X freezes, NVIDIA(GPU-0): WAIT

X has been freezing a lot lately, almost everyday at least once. The screen just freezes completely, the cursor can move but the system does not respond to keyboard input (apart from SysRq, I can force it to reboot, but it won’t switch tty even after SysRq+r).
Also the system does not seem to recover, because simply waiting doesn’t seem to help.

[  6270.576] (EE) NVIDIA(GPU-0): WAIT (2, 8, 0x8000, 0x0000fc50, 0x0000fc6c)
[  6277.576] (EE) NVIDIA(GPU-0): WAIT (1, 8, 0x8000, 0x0000fc50, 0x0000fc6c)

(Full xorg.log.old: https://paste.pound-python.org/show/mngWuMPLALEJ0XoYmEer/)
dmesg or syslog don’t seem to report any thing out of the ordinary as far as I can tell, today’s syslog: https://paste.pound-python.org/show/cBhNiWAMSQwcau1XIQ77/

Anyone got any idea what’s going on here?
Is this maybe a driver bug, or is my GPU dying?

(Emerge --info: https://paste.pound-python.org/show/3cxt0UERiLWimv3QqYYS/)
x11-drivers/nvidia-drivers-418.30
x11-base/xorg-server-1.20.3
media-libs/mesa-19.0.0_rc2

When I ssh into the machine and try to reload the nvidia, nvidia_drm, nvidia_modeset modules, the command to rmmmod -f nvidia never completes, it then refuses to shutdown.
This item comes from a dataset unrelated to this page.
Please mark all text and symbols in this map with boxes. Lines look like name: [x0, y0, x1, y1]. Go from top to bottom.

Here’s a syslog: https://paste.pound-python.org/show/iWv1yZjShTSXp8nqHWON/
And some interesting lines from this log:

Feb 11 09:56:10 andrew-gentoo-pc kernel: [ 2151.026289] NVRM: os_schedule: Attempted to yield the CPU while in atomic or interrupt context
Feb 11 09:56:20 andrew-gentoo-pc kernel: [ 2161.122295] WARNING: CPU: 11 PID: 5556 at /var/tmp/portage/x11-drivers/nvidia-drivers-418.30/work/kernel/nvidia/nv-rsync.c:44 nv_destroy_rsync_info+0x25/0x30 [nvidia]

Sddm fails to stop X:

[10:04:03.092] (WW) DAEMON: Signal received: SIGTERM
[10:04:03.092] (II) DAEMON: Socket server stopping...
[10:04:03.092] (II) DAEMON: Socket server stopped.
[10:04:03.092] (II) DAEMON: Display server stopping...
[10:04:08.097] (WW) DAEMON: QProcess: Destroyed while process ("/usr/libexec/sddm-helper") is still running.
[10:04:08.098] (II) DAEMON: Display server stopping...
[10:04:13.103] (WW) DAEMON: QProcess: Destroyed while process ("/usr/bin/X") is still running.
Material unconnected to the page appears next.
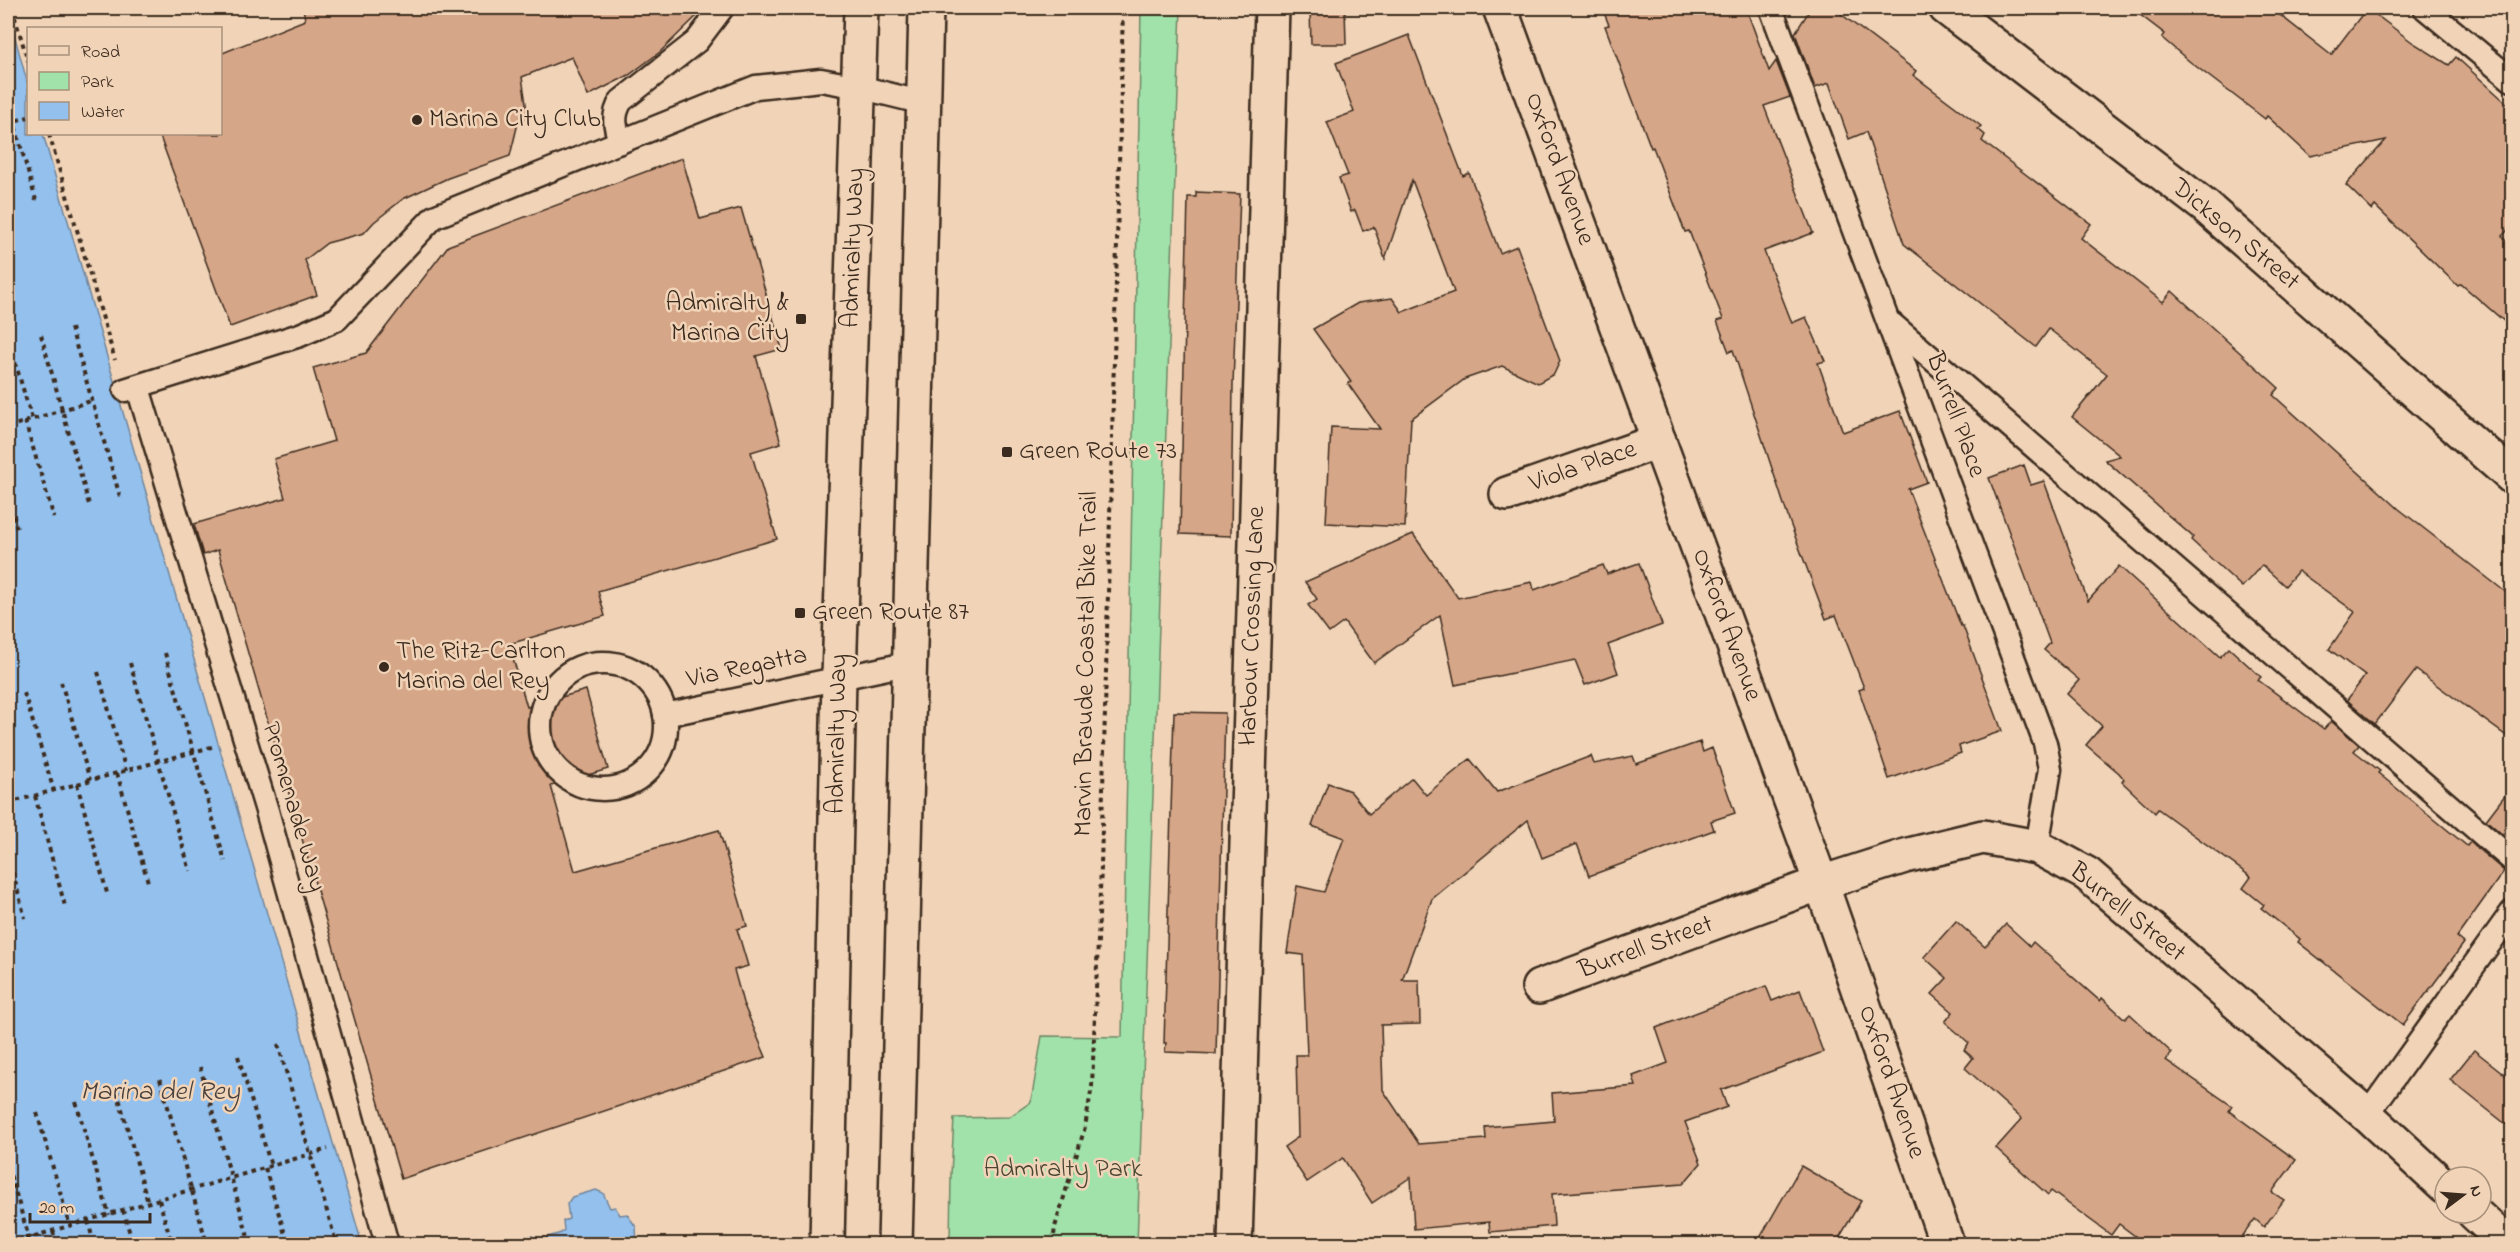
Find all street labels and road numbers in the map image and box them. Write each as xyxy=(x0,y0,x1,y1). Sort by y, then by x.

Also. maybe I should add that I am using the boot parameter “nvidia-drm.modeset=1” because nvidia’s documentation claims that this eliminates/reduces tearing (and enables frame synchronization between the GPU’s I think), however I still see tearing sometimes, but only on the monitor connect to the nvidia gpu.

I also have the following in /usr/share/sddm/scripts/Xsetup:

xrandr --setprovideroutputsource modesetting NVIDIA-0
xrandr --auto --output HDMI-1-2 --mode 1600x900 --pos 3360x90 --output DVI-D-0 --mode 1920x1080 --pos 1440x0 --output DP-1-2 --mode 1440x900 --pos 0x90

The first line enables PRIME, nvidia’s documentation has “xrandr --auto” as the second line.
However, when I use the --auto option KDE completely messes up the monitor configuration (even though sddm detects it just fine), all monitors are put over each other in a configuration that resembles the duplication configuration but is not quite the same because the resolutions do match. It used to work fine with 2 monitors, however ever since I added the third I need to manually specify the correct configuration.

I do not have efifb enabled because when I enable it, I get a low resolution framebuffer on the monitor connected to the nvidia GPU, and no framebuffer on the monitors connected to the intel GPU.
Instead I have it disabled which gives me no framebuffer on the monitor connected to the nvidia GPU, but it does give me a high-resolution framebuffer on the monitors connected to the intel GPU.

I have also had problems with the HDMI output of the nivida GPU (see my other thread here: [SOLVED]Problems with nvidia-drivers and 2nd monitor on IGPU)
The monitor would slowly become completely white when: I logged in from sddm, I switched from tty to X, or whenever the monitor configuration changed.
I have not had this problem ever since I have been using the DVI-D output instead, indicating that this was not a problem with the monitor, but with the GPU.

See also my thread on the gentoo forums I tried to copy most of it here but I might have missed something.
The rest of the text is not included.